My Water Breaks
Hour Five: My water breaks in a big, nasty gush all over the bathrobe Jack put on me while I was going through a phase of sweats and chills. I realize now that it's dark outside. It takes enormous effort for me to stand up to get out of the mess but once I make it to the toilet I find that sitting upright is THE. BEST. THING. EVER.
Letting Gravity Help
All that time I was lying down, gravity was just politely waiting to help. Now that I'm in position it's gearing up to bring this baby down. I'm six centimeters dilated and Myrrh, the midwife-in-training who came to check on me, gives Jack the okay to start filling the birthing tub. I hadn't really intended to have my baby underwater, but I knew that the chances of tearing were almost nil after you'd been soaking your lady parts in warm water for a couple of hours. Jack runs a hose from our kitchen sink to the tub in the living room. Our hot water heater quickly empties and Jack happily begins boiling water in big pots on the stove, just like in the movies.
During my sixth hour of labor, something inside me changes gear. I start making these "WhoooAAAAAHHHahhhhh" sounds, like I'm on a giant roller coaster riding through big stomach-dropping dips and wig-lifting highs.
"Are you pushing?" asks Myrrh. I'm still squatting on the toilet and she's kneeling in front of me.
"I have no idea, but if it sounds like I'm pushing, based on your experience of what women sound like when they're pushing, then I must be pushing," I hiss. She tells me to stand up as I am still sitting on the toilet and no one wants this kind of water birth. All of a sudden, I have an unexpected sense that the baby has slid into a new place, deep in my pelvis, and there is no turning back; no sucking it in and staying pregnant for a few more months; this baby needs to come out right now.
Myrrh listens to the baby's heartbeat. It's slowed somewhat, and she gets a little anxious, as she has no back-up to deal with a newborn baby in distress. She runs out of the bathroom to call Alice and get her the heck back over to our apartment. She also tells Jack to abandon the birthing tub and come into the bathroom. The baby is crowning and my vagina is stretching and burning. Fortunately, midwives let you put out this highly specific fire by pouring fresh olive oil over the affected area. Oh, the relief.
A Crowd in the Bathroom
Now I'm hanging from the towel bar across from the toilet, pushing and breathing and taking direction from Myrrh. Jack hears a knock at the door and goes to find Alice struggling up our stairs with an oxygen tank.
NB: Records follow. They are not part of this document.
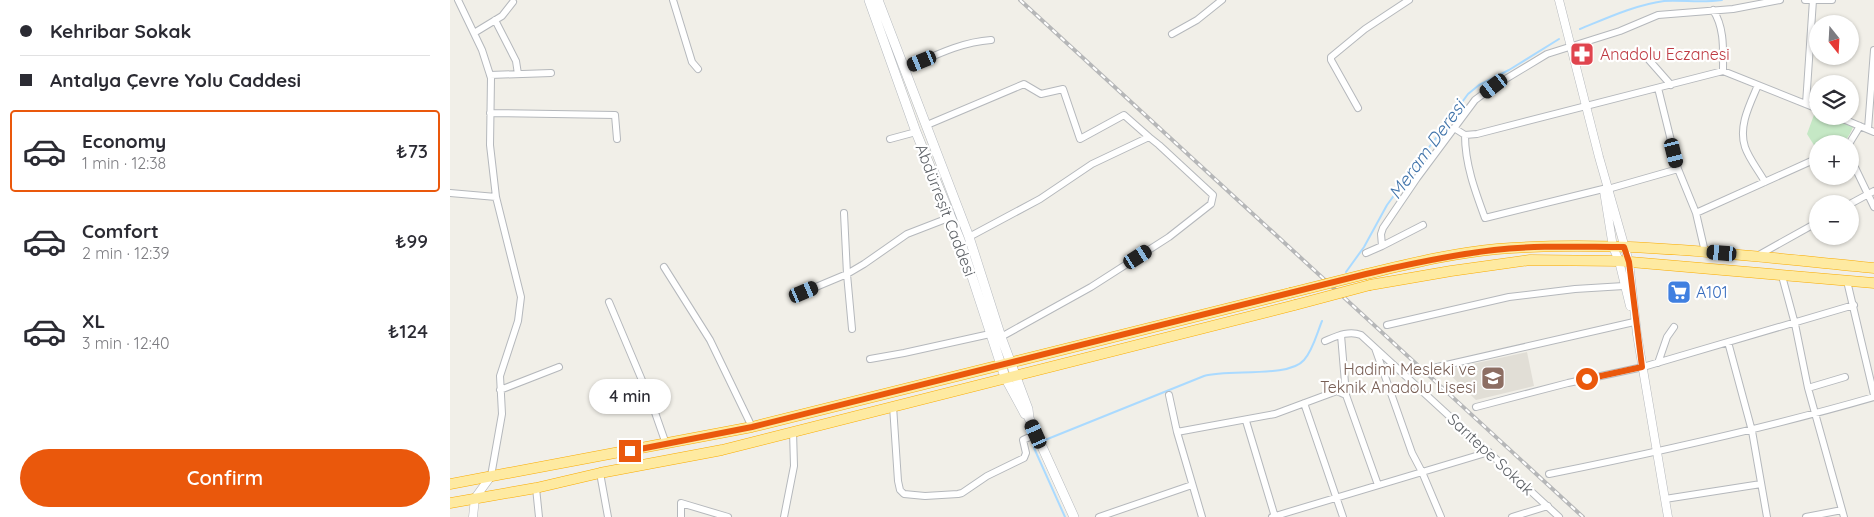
<!DOCTYPE html>
<meta charset="utf-8">
<style>
:root{--surface:#fff;--page:#f7f7f7;--text:#2b2b33;--muted:#7c7c81;--line:#e1e1e2;--accent:#ea580c}
body{margin:0;font-family:Quicksand,sans-serif;background:var(--page);color:var(--text);height:100vh;display:flex;flex-direction:column;font-size:19px;white-space:nowrap}
*{box-sizing:border-box;margin:0}
p{font-size:16px;color:var(--muted)}
.icon{flex:none;width:28px;height:28px;fill:none;stroke:currentColor;stroke-width:2;stroke-linecap:round;stroke-linejoin:round}
.map{position:relative;flex:1;overflow:hidden}
.sheet{display:flex;flex-direction:column;background:var(--surface);width:450px}
.sheet>*{flex:none}
.hud{display:grid;align-content:center;height:110px;padding:0 20px;background:var(--surface)}
.needle{width:32px;rotate:162deg}
.tools{position:absolute;left:1359px;top:15px;display:grid;gap:10px}
.tools a{display:grid;place-items:center;width:50px;height:50px;border-radius:50%;background:var(--surface);box-shadow:0 1px 4px #0004;font-size:25px}
.end{position:absolute;width:22px;height:22px;margin:-11px;border:6px solid #ea580c;background:#fff;box-shadow:0 0 0 2px #fff}
.from{border-radius:50%}
.bubble{position:absolute;height:35px;border-radius:18px;background:var(--surface);box-shadow:0 1px 4px #0004;font-size:16px;font-weight:600;line-height:35px;text-align:center}
.car{position:absolute;width:15px;height:30px;margin:-15px -8px;border-radius:6px;box-shadow:0 0 4px 1px #0007;background:linear-gradient(#222 24%,#8ab4d8 0 40%,#222 0 76%,#8ab4d8 0 86%,#222 0)}
.hud b{display:flex;align-items:center;gap:18px;height:48px;font-size:19px}
.hud b+b{border-top:1px solid var(--line)}
.hud i{width:12px;height:12px;background:var(--text)}
ul{padding:0;list-style:none}
li{display:flex;align-items:center;gap:15px;height:82px;margin:0 10px 8px;padding:0 10px;border:2px solid transparent;border-radius:5px}
li div{flex:1}
li b{display:block;font-size:19px}
li em{font-style:normal;font-weight:600}
li.active{border-color:var(--accent)}
li>.icon{width:45px;height:45px;stroke-width:1.5}
.action{display:flex;gap:10px;margin-top:auto;padding:10px 20px}
.action a{flex:1;height:58px;border-radius:30px;background:var(--accent);color:#fff;font-size:20px;font-weight:600;line-height:58px;text-align:center}
main{display:flex;flex:1;min-height:0}
.map>svg:first-child{display:block}
</style>
<main>
<section class="sheet">
<div class="hud">
<b><i class="from"></i>Kehribar Sokak</b>
<b><i></i>Antalya Çevre Yolu Caddesi</b>
</div>
<ul>
<li class="active"><svg class="icon" aria-label="car" viewBox="0 0 24 24"><path d="M5 17H2v-5l4-1 3-4h7l3 4 3 1v5h-3M9 17h6M6 11h13"/><circle cx="7" cy="17" r="2"/><circle cx="17" cy="17" r="2"/></svg><div><b>Economy</b><p>1 min · 12:38</p></div><em>₺73</em></li>
<li><svg class="icon" aria-label="car" viewBox="0 0 24 24"><path d="M5 17H2v-5l4-1 3-4h7l3 4 3 1v5h-3M9 17h6M6 11h13"/><circle cx="7" cy="17" r="2"/><circle cx="17" cy="17" r="2"/></svg><div><b>Comfort</b><p>2 min · 12:39</p></div><em>₺99</em></li>
<li><svg class="icon" aria-label="car" viewBox="0 0 24 24"><path d="M5 17H2v-5l4-1 3-4h7l3 4 3 1v5h-3M9 17h6M6 11h13"/><circle cx="7" cy="17" r="2"/><circle cx="17" cy="17" r="2"/></svg><div><b>XL</b><p>3 min · 12:40</p></div><em>₺124</em></li>
</ul>
<div class="action"><a>Confirm</a></div>
</section>
<div class="map">
<svg width="1424" height="517" viewBox="0 0 1424 517">
<rect width="100%" height="100%" fill="#f1efe8"/>
<path fill="#e1ded6" d="M1077,352L1084,386L1026,400L995,370Z"/>
<path fill="#c5e8c5" d="M1365,112L1367,113L1368,116H1376L1403,127C1395,148 1387,144 1368,144L1367,150L1357,134Z"/>
<g fill="none" stroke-linecap="round" stroke-linejoin="round">
<path stroke="#aadaff" stroke-width="2" d="M1130,29C1157,18 1185,5 1214,1C1234,0 1253,3 1272,0
M896,272L914,247L937,205L1018,94L1029,85L1059,70L1109,39
M595,440L754,376C779,369 839,378 854,360C863,350 867,333 872,321
M586,444L584,448L615,517"/>
<g stroke="#b5b8bc" stroke-width="8">
<path id="minor" d="M8,0L32,50L41,78L40,145L46,197L71,297L68,321L50,376L52,414L41,476
M223,0L242,62L248,69
M1355,0H1382
M1263,10C1275,28 1273,51 1273,71
M45,20L66,61L68,74
M24,33L52,16L63,2
M722,34L747,20L772,0
M1199,60L1221,85
M454,69C482,57 510,42 541,40
M40,75L101,73
M1308,85C1300,104 1288,126 1295,147C1299,159 1309,171 1315,182
M1208,88L1228,169L1246,213L1255,252
M1356,104L1363,0
M908,108L881,60V57L915,29L959,0
M40,113L165,115L167,139
M1386,116L1424,132
M477,125L574,84L591,94L613,89L630,139L674,115L699,137
M1004,128L1015,135L1027,134L1273,71L1368,109
M1418,129L1424,50
M1015,135C1015,164 1025,191 1035,218L1153,189
M440,139L466,132
M1399,144L1410,126
M1400,157L1424,207
M1158,189L1228,169
M0,193L46,197
M1400,204L1424,191
M1246,213L1368,158
M973,225L932,246L931,234L933,228L967,178L1025,100L1044,86L1097,54L1170,31L1208,15L1283,9L1330,0
M519,237L590,199L642,164L699,137L709,145L763,195L761,204L719,237L641,287L551,337
M916,253L932,246
M1307,256L1368,222
M214,267L260,340L302,427
M1332,276L1345,324L1358,388L1394,517
M1397,281L1424,395
M354,292L397,274L394,213
M159,302L202,404L216,444
M937,325L1059,297L1125,289L1174,286
M402,329L397,274L414,264L457,234L501,217
M891,335L896,395
M875,341C887,336 899,330 911,335L1109,517
M1278,342L1302,431L1317,517
M925,348L962,453L972,472L991,517
M420,359L454,353L540,334
M1208,363L1217,337L1224,327
M983,368L1184,322
M1358,388L1395,377
M50,390L109,367
M719,395L727,432L752,517
M854,403L893,517
M443,406L448,481L450,490L454,494L475,496L508,494L512,493L537,476L574,458L576,453L573,440L586,434
M1026,407L1118,383L1193,367L1404,305
M796,421L825,517
M727,432L825,414L887,391L896,395L928,485
M150,473L158,517
M1099,474C1208,452 1317,428 1424,397
M86,488L89,517
M1215,499L1311,484
M231,517V503L278,517
M334,517L344,466L343,431
M649,517L742,485
M822,517L1039,452
M1062,517L1098,506
M1356,517L1392,510"/>
</g>
<g stroke="#b5b8bc" stroke-width="9">
<path id="tertiary" d="M1109,0L1149,157L1179,262L1187,334L1218,517
M1154,191L1163,247L1169,261L1180,306
M23,517L25,498L41,476"/>
</g>
<g stroke="#b6babf" stroke-width="10">
<path id="secondary" d="M419,0L466,132L510,240L555,377L575,414
M428,0L519,237L551,337L578,409L579,418L624,517"/>
</g>
<g stroke="#f9ab00" stroke-width="11">
<path id="trunk" d="M916,274C959,264 1003,253 1047,249C1173,239 1299,256 1424,268
M920,285L1001,271L1080,260L1169,261L1424,283
M0,484L302,427L840,293
M0,503L86,488L150,473L272,450L845,305"/>
</g>
<use href="#minor" stroke="#fff" stroke-width="6"/>
<use href="#tertiary" stroke="#fff" stroke-width="8"/>
<use href="#secondary" stroke="#fff" stroke-width="9"/>
<use href="#trunk" stroke="#feeaa1" stroke-width="10"/>
<g stroke="#b6b7b8" stroke-width="4">
<path id="rail" d="M570,0L1133,517"/>
</g>
<use href="#rail" stroke="#fff" stroke-width="2" stroke-dasharray="5.5" stroke-linecap="butt"/>
<g stroke="#f9ab00" stroke-width="11" stroke-linecap="butt">
<path id="trunk-bridge" d="M840,293L916,274
M845,305L920,285"/>
</g>
<use href="#trunk-bridge" stroke="#feeaa1" stroke-width="10"/>
</g>
<g fill="none" stroke-linecap="round" stroke-linejoin="round">
<path stroke="#ea580c" stroke-width="6" d="M180,451L302,427L916,274C959,264 1001,255 1044,250C1087,245 1131,247 1174,247L1179,262L1192,367L1137,379"/>
</g>
<defs>
<g id="pharmacy-square" transform="scale(1.25)"><rect x="-9" y="-9" width="18" height="18" rx="4" fill="#e0444e" stroke="#fff"/><path d="M-2-6h4v4h4v4h-4v4h-4v-4h-4v-4h4Z" fill="#fff"/></g>
<g id="supermarket-square" transform="scale(1.25)"><rect x="-9" y="-9" width="18" height="18" rx="4" fill="#3f7fe0" stroke="#fff"/><path d="M-6-5.5h2.5l.6 2H6L4.5 2H-2.5L-4.4-4H-6ZM-1.5 3.2a1.3 1.3 0 1 0 .1 0ZM3 3.2a1.3 1.3 0 1 0 .1 0Z" fill="#fff"/></g>
<g id="school-square" transform="scale(1.25)"><rect x="-9" y="-9" width="18" height="18" rx="4" fill="#8d6e63" stroke="#fff"/><path d="M0-5L7-2L0 1L-7-2ZM-4 1L0 2.5L4 1V4Q0 6-4 4Z" fill="#fff"/></g>
</defs>
<g fill-rule="evenodd">
<use href="#pharmacy-square" x="1132" y="54"/>
<use href="#supermarket-square" x="1229" y="292"/>
<use href="#school-square" x="1043" y="378"/>
</g>
<g text-anchor="middle" stroke-width="4.5" stroke-linejoin="round" paint-order="stroke">
<g font-size="16" fill="#be3a42" stroke="#fff" text-anchor="start">
<text x="1150" y="60">Anadolu Eczanesi</text>
</g>
<g font-size="16" fill="#5f6368" stroke="#fff">
<text transform="translate(496 210) rotate(69)" y="6">Abdürreşit Caddesi</text>
<text transform="translate(1041 454) rotate(43)" y="6">Sarıtepe Sokak</text>
</g>
<g font-size="16" fill="#366cbe" stroke="#fff" text-anchor="start">
<text x="1246" y="298">A101</text>
</g>
<g font-size="16" fill="#785e54" stroke="#fff" text-anchor="end">
<text x="1026" y="375">Hadimi Mesleki ve<tspan x="1026" dy="18">Teknik Anadolu Lisesi</tspan></text>
</g>
<g font-size="18" font-style="italic" fill="#4174aa" stroke="#fff">
<text transform="translate(977 150) rotate(-54)" y="6">Meram Deresi</text>
</g>
</g>
</svg>
<div class="tools">
<a><svg class="needle" viewBox="-14 -14 28 28"><path d="M0-13l5 13h-10z" fill="#e53935"/><path d="M0 13l5-13h-10z" fill="#7c7c81"/></svg></a>
<a><svg class="icon" aria-label="layers" viewBox="0 0 24 24"><path d="M12 4l9 5-9 5-9-5zM3 14l9 5 9-5"/></svg></a>
<a>+</a>
<a>−</a>
</div>
<i class="end from" style="left:1137px;top:379px"></i>
<i class="end" style="left:180px;top:451px"></i>
<div class="bubble" style="left:139px;top:379px;width:82px">4 min</div>
<i class="car" style="left:472px;top:61px;rotate:248deg"></i>
<i class="car" style="left:1044px;top:86px;rotate:233deg"></i>
<i class="car" style="left:1224px;top:153px;rotate:166deg"></i>
<i class="car" style="left:1272px;top:253px;rotate:275deg"></i>
<i class="car" style="left:688px;top:257px;rotate:57deg"></i>
<i class="car" style="left:354px;top:292px;rotate:67deg"></i>
<i class="car" style="left:586px;top:434px;rotate:336deg"></i>
</div>
</main>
They come into our tiny bathroom just in time to see me standing there with a little head hanging down between my legs. Jack sits on the edge of the tub and lets the women work. One more big push and the baby slithers out into Alice's waiting hands. Myrrh is totally stoked, she shouts at me, "Hold your baby in your lap! Hold your baby in your lap!" And I sit back down on the toilet and I do.
It's a boy. It's a boy! My endorphin fog lifts instantly. I feel utterly and intensely awake. I look at Jack incredulously. Look what we did. Fingers. Toes. Jackson.
I feel great but Alice and Myrrh help me walk back into the bedroom carrying my boy. Jackson and I are still attached, his umbilical cord looping back up inside me. Within minutes Jack has cut the cord, the placenta is birthed, Jackson is weighed and measured and swaddled, I am stitched, and Jack is on the phone waking up relatives from coast to coast.
And, really, that was just the beginning.
Eden Marriott Kennedy is a freelance writer in California.